UNCSA School of Drama Emeritus faculty member Barney Hammond, who taught Rogers when he was an acting student at UNCSA, said, “He never had a playwriting class in his life. It says so much about the training team.” Hammond, a voice, speech and text coach who recently returned to Winston-Salem after teaching and coaching for several years in Texas, joked that Shakespeare never had a playwriting class, either, and he also started out as an actor.
He never had a playwriting class in his life. It says so much about the training team.
Faculty Emeritus Barney Hammond
Hammond recalled that Rogers “started writing these little monologues for his classmates” to perform, and the faculty wondered for a time from where they came, since the students were supposed to perform work by established playwrights.
Other writers produced by the School of Drama include Peter Hedges ’84 (“The Odd Life of Timothy Green,” “What’s Eating Gilbert Grape”) and Angus MacLachlan ’80 (“Goodbye to All That,” “Junebug”).

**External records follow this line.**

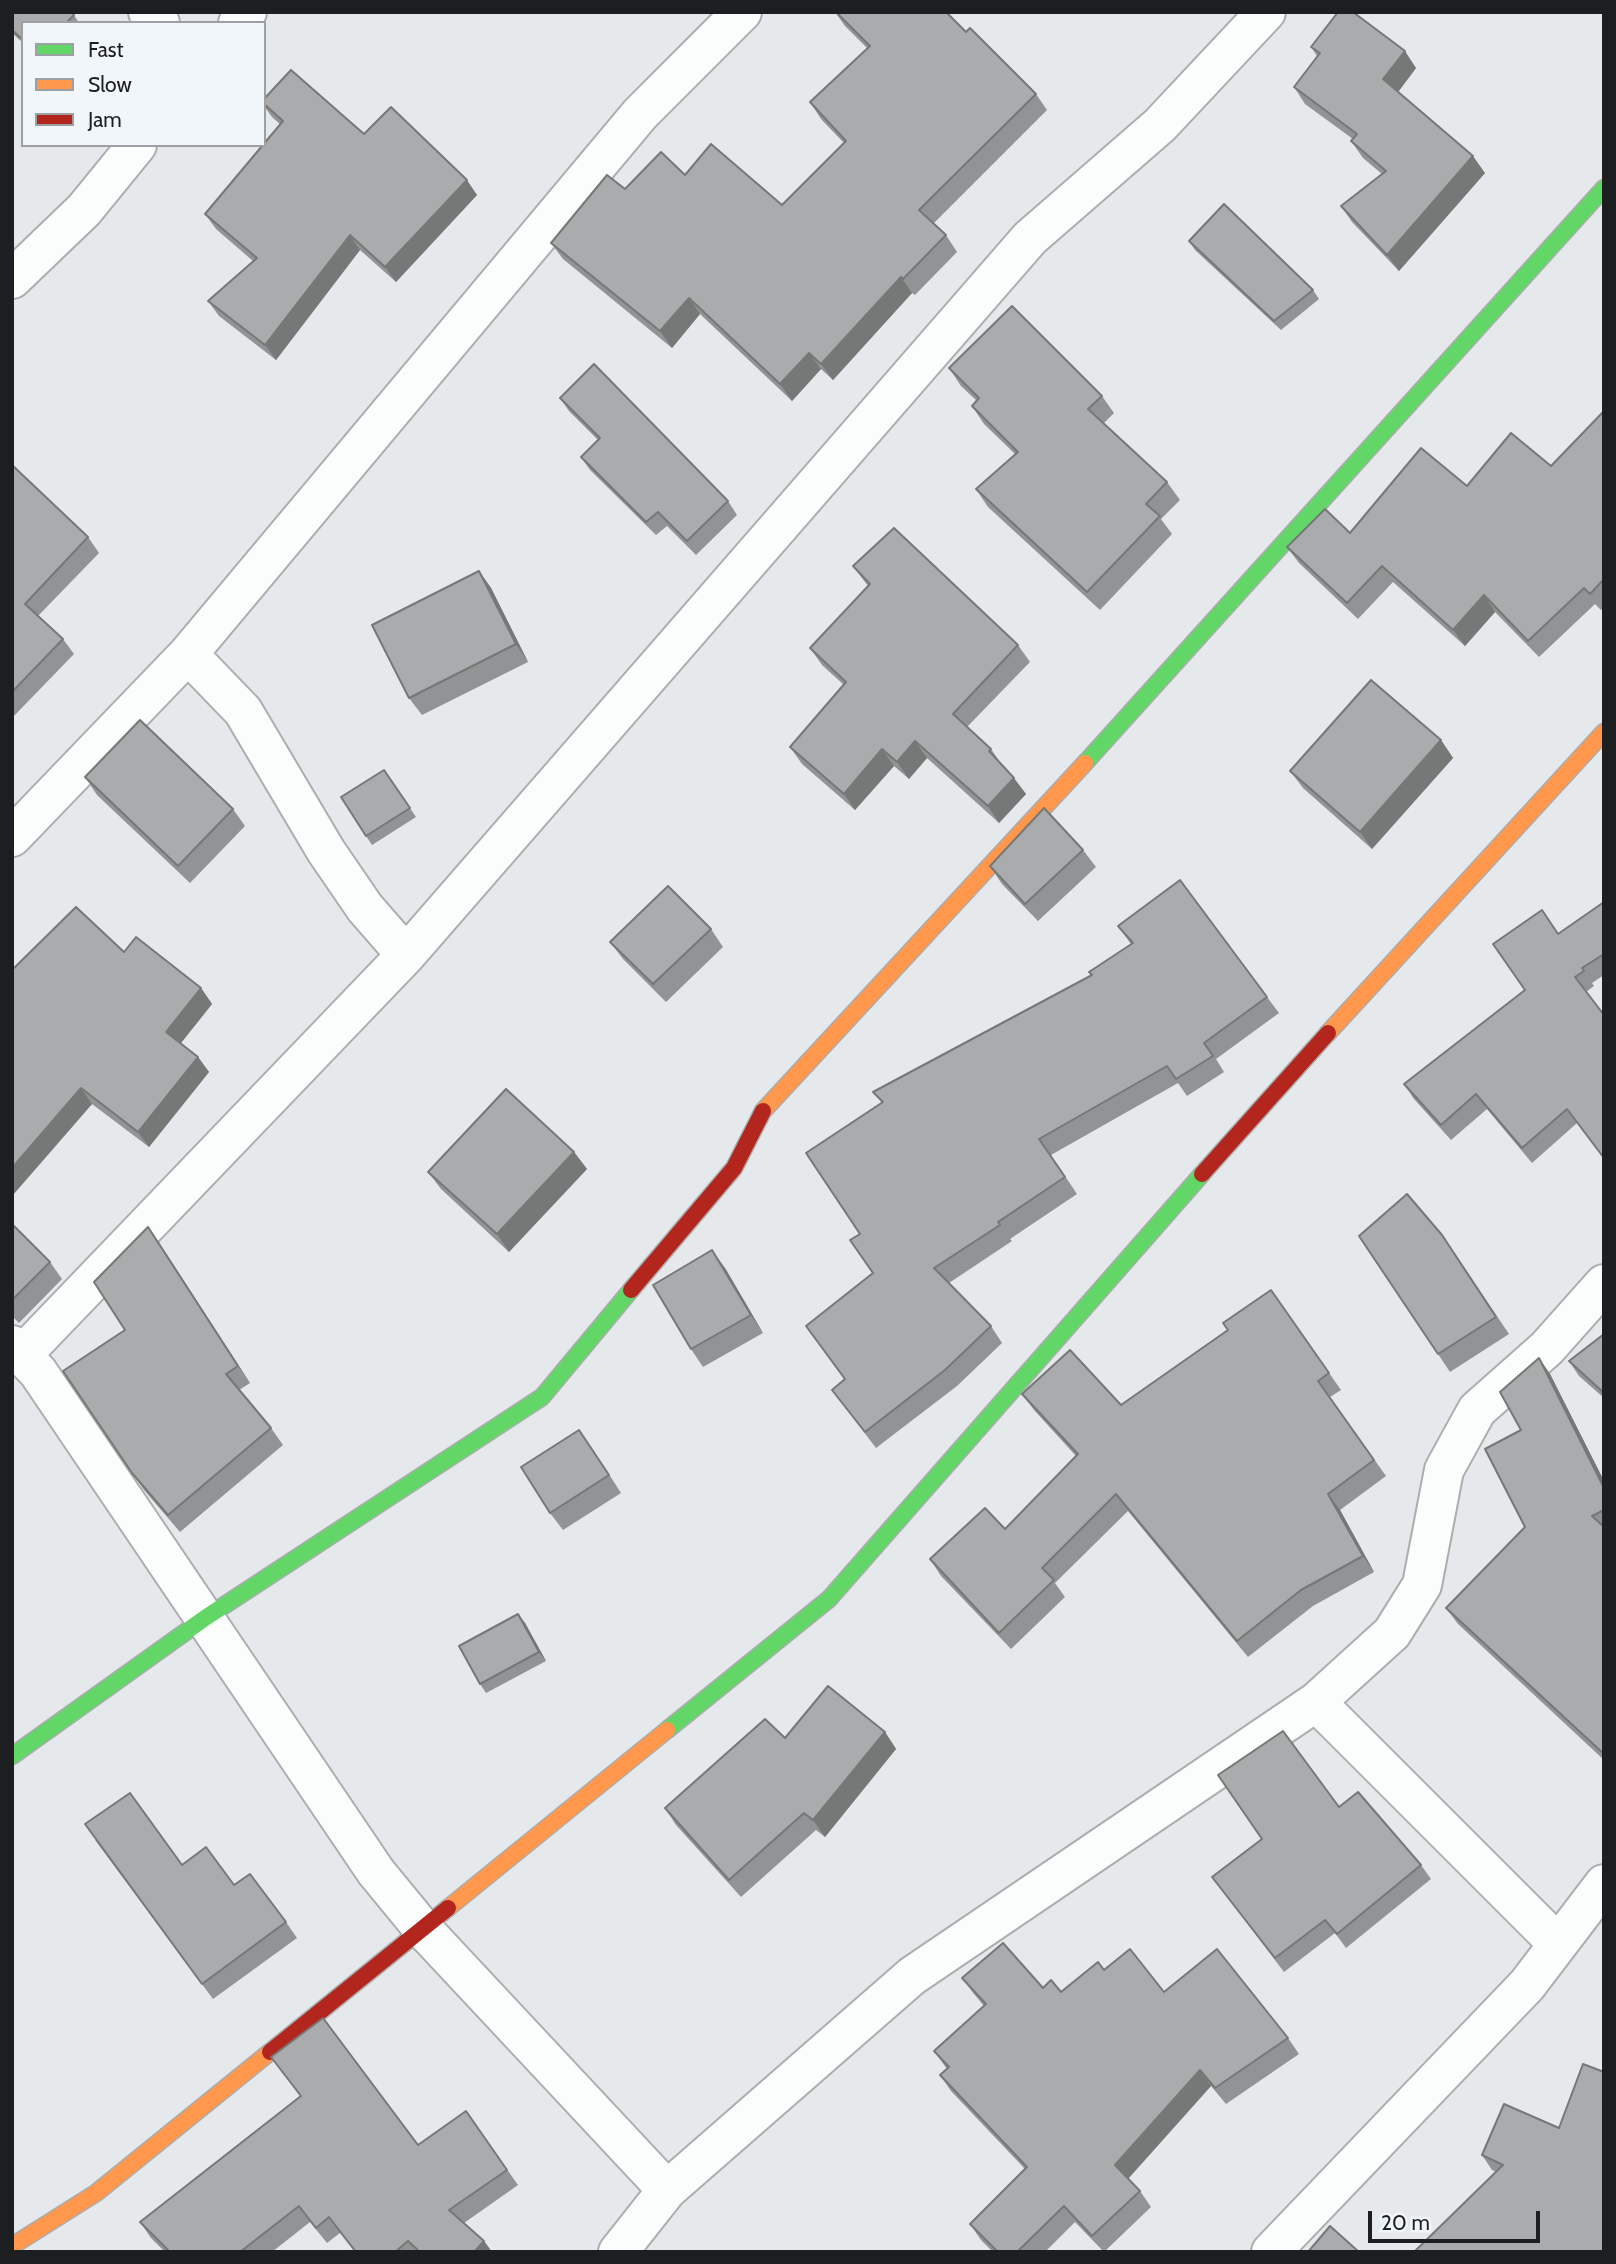 <!DOCTYPE html>
<style>
body{margin:0}
#map{position:relative;width:1616px;height:2264px;overflow:hidden;background:#e6e9eb;font-family:Cabin,sans-serif}
canvas{display:block}
.frame{position:absolute;inset:0;border:14px solid #1c1e1f;pointer-events:none}
.legend{position:absolute;left:21px;top:21px;width:245px;height:126px;box-sizing:border-box;background:#f1f6fa;border:2px solid #9ca0a2;margin:0;padding:9px 12px;list-style:none;font-size:21px;color:#1c1e1f}
.legend li{display:flex;align-items:center;gap:14px;height:35px}
.legend b{width:35px;border:2px solid #9ca0a2}
.scale{position:absolute;left:1368px;top:2211px;width:172px;height:32px;box-sizing:border-box;border:4px solid #1c1e1f;border-top:0;padding-left:9px;font-size:21px;line-height:24px;white-space:nowrap;color:#1c1e1f;-webkit-text-stroke:5px #f1f6fa;paint-order:stroke}
</style>
<div id="map">
<canvas width="1616" height="2264"></canvas>
<div class="frame"></div>
<ul class="legend">
<li><b style="height:9px;background:#63d668"></b>Fast</li>
<li><b style="height:9px;background:#ff974d"></b>Slow</li>
<li><b style="height:9px;background:#b3261e"></b>Jam</li>
</ul>
<div class="scale">20 m</div>
</div>
<script>
const ctx = document.querySelector('canvas').getContext('2d');
ctx.lineJoin = 'round';
const toPath = rows => new Path2D(rows.map(r => 'M' + r).join(''));
function trace(path, color, width, dash) { ctx.strokeStyle = color; ctx.lineWidth = width; ctx.lineCap = dash ? 'butt' : 'round'; ctx.setLineDash(dash || []); ctx.stroke(path); }
function paint(path, color) { ctx.fillStyle = color; ctx.fill(path, 'evenodd'); }
const street = toPath([
 [148,12,160,23],
 [238,23,247,12],
 [12,279,84,210,137,145],
 [188,654,243,711,326,851,365,908,406,955],
 [12,837,188,654,640,114,742,12],
 [12,1345,38,1372,376,1872,422,1928,667,2190],
 [22,1355,406,955,1030,238,1160,125,1266,12],
 [1316,1702,1558,1944],
 [618,2252,667,2190,912,1976,1316,1702,1392,1633,1422,1585,1444,1470,1477,1410,1547,1348,1604,1284],
 [1271,2252,1527,1985,1604,1884]
]);
const fast = toPath([
 [1085,763,1604,188],
 [667,1730,829,1599,1202,1174],
 [12,1756,205,1618,542,1397,631,1290]
]);
const slow = toPath([
 [1328,1033,1604,732],
 [763,1111,1085,763],
 [448,1908,667,1730],
 [12,2246,96,2193,270,2052]
]);
const jam = toPath([
 [1202,1174,1328,1033],
 [631,1290,734,1168,763,1111],
 [270,2052,448,1908]
]);
const wall = toPath([
 [12,12,74,15,79,23,23,23,23,43,12,33],
 [835,12,946,12,966,32,1036,94,1047,110,934,223,946,235,957,252,915,295,912,293,833,380,821,369,792,401,700,314,672,348,563,259,551,243,625,189,685,175,782,205,844,143,821,119,810,102,868,49,845,26],
 [1311,47,1416,68,1398,92,1485,173,1399,271,1352,222,1341,206,1382,174,1363,158,1351,141,1353,139,1305,104,1294,87,1317,56],
 [264,99,364,134,477,195,396,282,360,250,276,360,219,316,208,301,253,261,216,229,205,214,281,125,272,117,264,106],
 [1189,241,1313,290,1319,299,1281,330,1195,250],
 [949,368,1102,396,1114,413,1104,423,1167,482,1180,500,1161,519,1172,534,1100,610,988,507,976,489,1015,454,984,424,972,406,977,401,961,386],
 [560,398,728,501,737,515,696,555,667,526,656,535,590,470,581,457,598,440,569,411],
 [1604,411,1604,607,1601,610,1595,604,1539,657,1495,612,1465,646,1393,582,1358,619,1299,563,1287,547,1350,533,1467,486,1551,466],
 [12,465,88,537,99,553,38,616,63,639,74,654,12,718],
 [853,566,1018,645,1030,662,967,727,991,749,1002,765,1026,794,999,823,927,758,909,779,894,766,855,810,802,764,790,747,844,685,822,665,810,648,868,586],
 [479,571,491,588,528,662,422,715,409,698],
 [1441,740,1453,758,1372,849,1303,788,1290,771],
 [384,770,416,817,372,845,366,836],
 [85,777,233,809,245,826,190,883,97,795],
 [1083,850,1096,867,1038,921,1002,884,990,866],
 [1604,902,1604,975,1592,983,1594,986,1586,992,1604,1015,1604,1159,1577,1123,1532,1163,1487,1109,1451,1140,1414,1099,1404,1084,1525,990,1559,933],
 [1118,926,1267,997,1279,1013,1216,1059,1224,1072,1187,1096,1178,1083,1051,1155,1077,1194,1010,1239,1012,1241,949,1283,991,1326,1002,1343,957,1386,876,1448,832,1390,845,1380,873,1273,860,1234,882,1103,873,1092,1092,976,1089,972,1131,944],
 [711,929,723,947,666,1002,623,959,610,942],
 [124,952,201,988,212,1004,181,1043,198,1057,209,1072,149,1147,92,1104,12,1196,12,970],
 [574,1152,587,1169,509,1252,441,1189,428,1172],
 [12,1224,50,1262,62,1279,19,1323,12,1316],
 [148,1227,250,1383,239,1390,271,1428,283,1445,180,1532,144,1490,63,1371,125,1330],
 [1454,1252,1509,1334,1450,1372,1438,1354],
 [725,1268,763,1333,703,1367,691,1349],
 [1271,1290,1341,1390,1330,1397,1386,1476,1340,1510,1374,1572,1313,1606,1248,1657,1128,1511,1055,1583,1065,1597,1011,1649,941,1576,930,1559,1005,1529,1076,1456,1034,1410,1022,1394,1121,1405,1228,1330],
 [1604,1334,1604,1398,1579,1376,1569,1361],
 [1539,1358,1550,1374,1604,1481,1604,1760,1458,1624,1446,1608,1525,1527,1521,1430],
 [591,1447,621,1493,563,1530,550,1513],
 [518,1614,525,1623,546,1661,486,1693,480,1684],
 [885,1732,896,1749,825,1837,816,1830,741,1897,676,1825,665,1808,785,1738],
 [1339,1807,1421,1865,1431,1879,1346,1948,1335,1933,1284,1972,1212,1877],
 [95,1840,182,1865,234,1885,286,1922,297,1938,213,1999],
 [1104,1970,1288,2038,1299,2054,1226,2104,1211,2086,1128,2179,1140,2191,1151,2207,1104,2252,1075,2222,1045,2252,993,2252,981,2240,970,2224,1025,2169,951,2091,940,2075,947,2069,934,2051,984,2006,974,1994,962,1978,1043,1988,1061,1992],
 [271,2057,418,2145,466,2111,518,2185,464,2223,484,2241,492,2252,355,2252,340,2233,327,2243,310,2222,272,2252,165,2252,151,2238,140,2222,300,2096],
 [1559,2128,1604,2252,1496,2172,1492,2170,1482,2155]
]);
const shadedWall = toPath([
 [1405,51,1416,68,1395,96,1383,79],
 [1473,156,1485,173,1399,271,1387,255],
 [467,180,477,195,396,282,385,267],
 [350,235,360,250,276,360,265,345],
 [901,277,912,293,833,380,821,364],
 [689,298,700,314,672,348,660,331],
 [809,353,821,369,792,401,780,384],
 [479,571,491,588,528,662,516,644],
 [1484,595,1495,612,1465,646,1453,630],
 [1441,740,1453,758,1372,849,1360,832],
 [915,741,927,758,909,779,897,762],
 [882,749,894,766,855,810,844,794],
 [1014,778,1026,794,999,823,988,806],
 [201,988,212,1004,177,1048,166,1032],
 [198,1057,209,1072,149,1147,138,1132],
 [81,1088,92,1104,12,1196,12,1168],
 [574,1152,587,1169,509,1252,497,1234],
 [148,1227,160,1244,250,1383,238,1366],
 [712,1250,725,1268,763,1333,751,1315],
 [1539,1358,1550,1374,1604,1481,1604,1488],
 [579,1430,591,1447,621,1493],
 [1328,1494,1340,1510,1374,1572,1363,1556],
 [518,1614,525,1623,546,1661,539,1652],
 [885,1732,896,1749,825,1837,813,1820],
 [1200,2070,1211,2086,1126,2181,1115,2165],
 [484,2241,492,2252,474,2252]
]);
const building = toPath([
 [12,12,71,12,74,15,66,23,23,23,23,40,12,30,12,12],
 [836,12,946,12,966,32,970,28,1036,94,919,210,946,235,903,279,901,277,821,364,809,353,780,384,689,298,660,331,551,243,607,175,625,189,661,152,685,175,711,144,782,205,846,141,810,102,870,46,836,12],
 [1338,12,1353,12,1405,51,1383,79,1473,156,1387,255,1341,206,1386,171,1351,141,1357,134,1294,87,1320,53,1311,47,1338,12],
 [291,70,364,134,391,107,467,180,385,267,350,235,265,345,208,301,257,258,205,214,283,121,264,104,264,99,291,70],
 [1224,204,1313,290,1274,321,1189,241,1224,204],
 [1012,306,1102,396,1088,409,1167,482,1146,504,1160,516,1087,592,976,489,1018,452,972,406,979,398,949,368,1012,306],
 [594,364,728,501,687,541,658,512,646,522,581,457,600,438,560,398,594,364],
 [1604,411,1604,579,1590,594,1584,588,1528,641,1484,595,1453,630,1382,566,1347,603,1287,547,1325,509,1350,533,1421,448,1467,486,1511,433,1551,466,1604,411],
 [12,465,88,537,25,604,63,639,12,692,12,465],
 [894,528,1018,645,953,714,991,749,989,751,1014,778,988,806,915,741,897,762,882,749,844,794,790,747,846,682,810,648,870,584,853,566,894,528],
 [479,571,516,644,409,698,372,625,479,571],
 [1371,680,1441,740,1360,832,1290,771,1371,680],
 [140,720,233,809,178,866,85,777,140,720],
 [384,770,410,808,366,836,341,797,384,770],
 [1044,808,1083,850,1025,904,990,866,1044,808],
 [1180,880,1267,997,1204,1043,1213,1056,1176,1079,1167,1066,1039,1139,1065,1177,998,1222,1000,1225,934,1268,991,1326,945,1370,865,1432,832,1390,845,1379,806,1326,873,1273,850,1240,860,1234,806,1153,883,1102,873,1092,1092,975,1089,972,1133,943,1118,926,1180,880],
 [668,886,711,929,653,984,610,942,668,886],
 [1604,902,1604,954,1582,968,1584,971,1575,977,1604,1015,1604,1158,1567,1109,1522,1148,1476,1094,1441,1125,1404,1084,1525,990,1493,944,1542,910,1558,934,1604,902],
 [76,907,124,952,136,937,201,988,166,1032,198,1057,138,1132,81,1088,12,1168,12,970,76,907],
 [506,1089,574,1152,497,1234,428,1172,506,1089],
 [1407,1194,1442,1235,1496,1317,1438,1354,1359,1236,1407,1194],
 [12,1224,50,1262,12,1300,12,1224],
 [148,1227,238,1366,226,1374,271,1428,168,1515,132,1473,63,1371,125,1330,94,1282,148,1227],
 [712,1250,751,1315,691,1349,653,1285,712,1250],
 [1271,1290,1329,1373,1318,1381,1374,1460,1328,1494,1363,1556,1301,1590,1237,1641,1116,1494,1042,1568,1054,1580,999,1633,930,1559,985,1508,1005,1529,1078,1454,1022,1394,1070,1350,1121,1405,1228,1330,1223,1323,1271,1290],
 [1604,1334,1604,1393,1569,1361,1604,1334],
 [1539,1358,1604,1488,1604,1510,1592,1516,1604,1527,1604,1754,1446,1608,1525,1527,1485,1449,1521,1430,1500,1392,1539,1358],
 [579,1430,609,1475,550,1513,521,1467,579,1430],
 [518,1614,539,1652,480,1684,459,1646,518,1614],
 [828,1686,885,1732,813,1820,804,1813,729,1880,665,1808,765,1719,785,1738,828,1686],
 [1283,1731,1339,1807,1358,1792,1421,1865,1337,1934,1325,1920,1275,1958,1212,1877,1262,1839,1218,1775,1283,1731],
 [130,1793,182,1865,206,1847,234,1885,250,1874,286,1922,202,1984,85,1824,130,1793],
 [1003,1943,1043,1988,1051,1980,1061,1992,1098,1962,1104,1970,1130,1949,1164,1992,1217,1949,1288,2038,1215,2088,1200,2070,1115,2165,1140,2191,1092,2236,1064,2206,1017,2252,998,2252,970,2224,1027,2167,940,2075,949,2067,934,2051,986,2004,962,1978,1003,1943],
 [323,2018,418,2145,466,2111,507,2170,449,2210,484,2241,474,2252,420,2252,408,2241,395,2252,356,2252,329,2217,316,2228,299,2206,240,2252,170,2252,140,2222,301,2096,271,2057,323,2018],
 [1583,2064,1604,2072,1604,2252,1414,2252,1503,2165,1482,2155,1504,2104,1559,2128,1583,2064],
 [1330,2226,1359,2252,1308,2252,1330,2226]
]);
trace(street, '#abadae', 42);
trace(fast, '#abadae', 19);
trace(slow, '#abadae', 19);
trace(jam, '#abadae', 19);
trace(street, '#fbfcfc', 38);
trace(fast, '#63d668', 16);
trace(slow, '#ff974d', 16);
trace(jam, '#b3261e', 16);
paint(wall, '#919394');
paint(shadedWall, '#767878');
paint(building, '#a9abac');
trace(building, '#767878', 2);
</script>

”Oslo” opened off-Broadway in June 2016 and ran for 10 weeks before transferring to Broadway in April 2017. Of the play’s move to Broadway, Ben Brantley wrote in The New York Times, “This rich drama of quixotic politics fills to the bursting point its capacious new home at the Vivian Beaumont Theater. Staged (and admired) last summer at the Lincoln Center Theater’s smaller downstairs space … Oslo has now become the colossus it was always meant to be, while giving an even sharper focus to the urgent behind-the-scenes intimacy at its fast-beating heart.”
Hailed by The Washington Post as “hands down the best new play of the season,” the play featured UNCSA alumnus and Winston-Salem native Jennifer Ehle (Drama ‘88), who won the Lortel Award and was nominated for a Tony Award as Best Actress.
This is the second year in a row that a UNCSA alumnus has won a Tony Award. Last year, UNCSA School of Design and Production alumnus Paul Tazewell won a Tony for Best Costume Design for “Hamilton.”